My initial pencil-sketches of the gadget got tagged with the name “Chubby Tricorder,” mainly due to the thickness required by the thermal printer. It’s a terrible name, especially given that we later introduced an actual tricorder. But it’s a memorable name. So while my narrative will describe it as a puzzle box, a gadget, a black box, and so forth, do not be confused if you see the phrase “Chubby Tricorder” when digging deeper into the engineering files.

But I get ahead of myself. This first blog post is the lead-up to the gadget. It is the first in a series of three. I assume you’ll hear about the overall adventure in the coming days, from Curtis and from the people more centrally-involved in game control. I first heard about this game about two months ago when Richard approached the Puzzled Pint organizers at a planning meeting (from which Curtis was absent, of course). Curtis and DeeAnn have put so much time and effort into the local puzzle community that Richard wanted to give back. On our Puzzled Pint planning mailing list, the puzzle hunt that Neil Patrick Harris’ fiancée threw for him made the rounds. A few of us joked that we had birthdays coming up. In this case, Curtis’ 40th was approaching. No joke. There would now be a puzzle hunt for him.

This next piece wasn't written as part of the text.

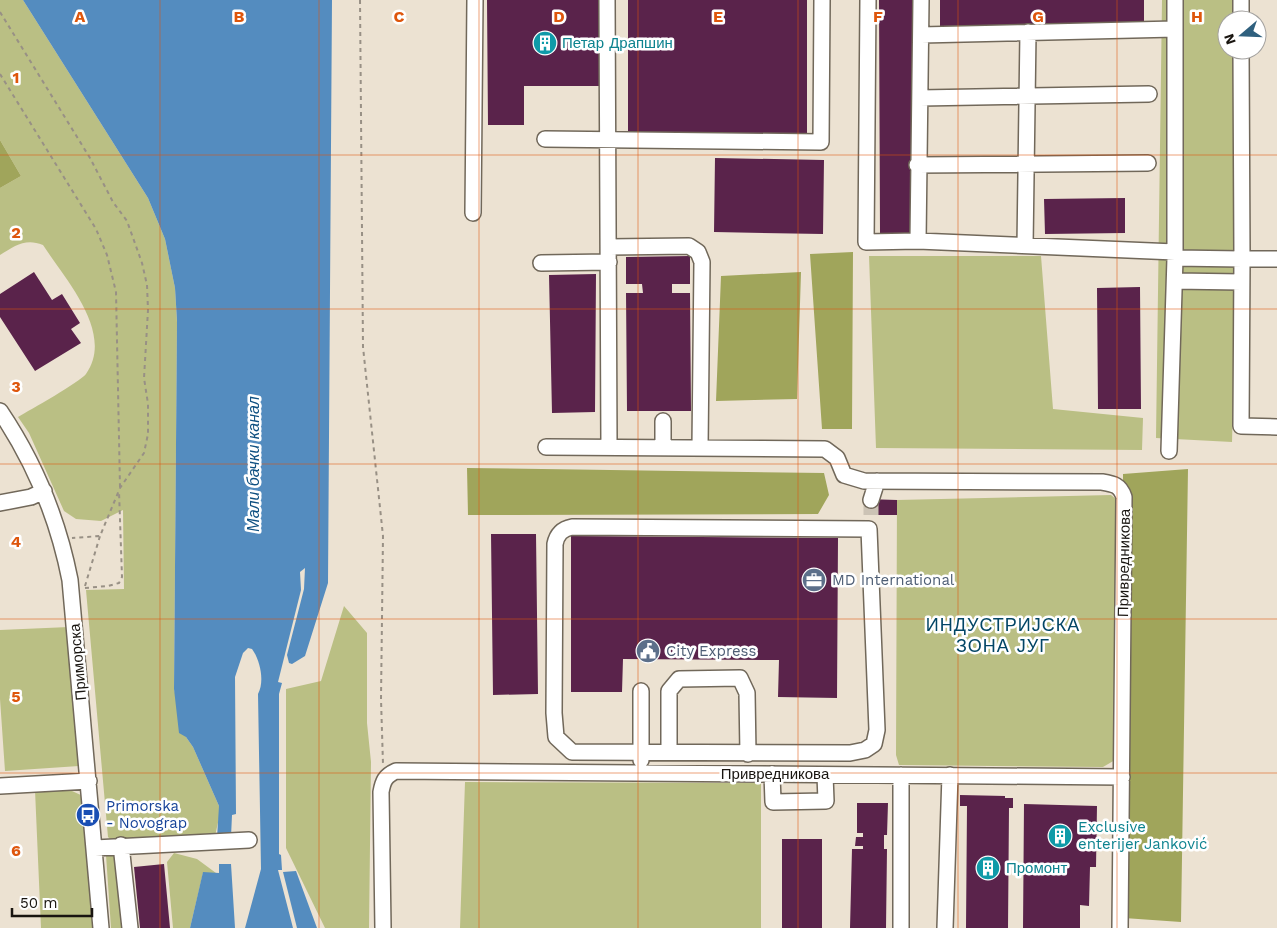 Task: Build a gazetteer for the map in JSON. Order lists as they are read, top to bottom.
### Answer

I couldn’t take an active role in building the game. I have too many commitments already between work, puzzle-based projects, yoga, my family, and my own “maker” projects with 3D printing and laser cutting. I really wanted to say yes but knew that doing so would end up with me dropping the ball somewhere and letting someone down. So I stayed on the fringe, but offered to build a puzzle or playtest and, of course, to help out on event day.

A little over a month ago, Matt approached me about building a puzzle. They needed a physical object of some sort, something that could contain some paper. I did a little bit of thinking and came up with a few possible ideas.

CRYPTEX • I could print (or have professionally printed) a cryptex. There is a pretty decent cryptex model on Thingiverse. That version uses glued-on paper strips for the letters (and to customize the answer to your own word), which seemed a bit lame. Getting it printed at Shapeways meant having a great resolution for embossing letters, so I could tweak the model by putting the letters in the right place in the source file for each wheel. I could also replace them with geometric shapes, Klingon, Romulan, or whatever. The downside here is that a cryptex feels extremely out of place for far-future SciFi like Star Trek.

HANDHELD COMPUTER • Another thought was to build a small screen and keypad. It had the downside of not “containing” a message, as in a piece of paper, but could convey one on a screen.

REVERSE GEOCACHE-LIKE DEVICE • Another idea was to build a lockbox that had the screen and keypad, but that also had a locking mechanism. Like a reverse-geocache, it could unlock itself – though in this case it would be based on an answer, not on a GPS position. This did not feel like the right answer to me. You could achieve the same result by buying an electronic safe. I had no real experience in manufacturing a reverse geocache and didn’t want to risk a crash-course of trial and error. I had about a month. I trust Curtis to not smash the device, but it still felt conceptually wrong to use something that could just be piñataed open.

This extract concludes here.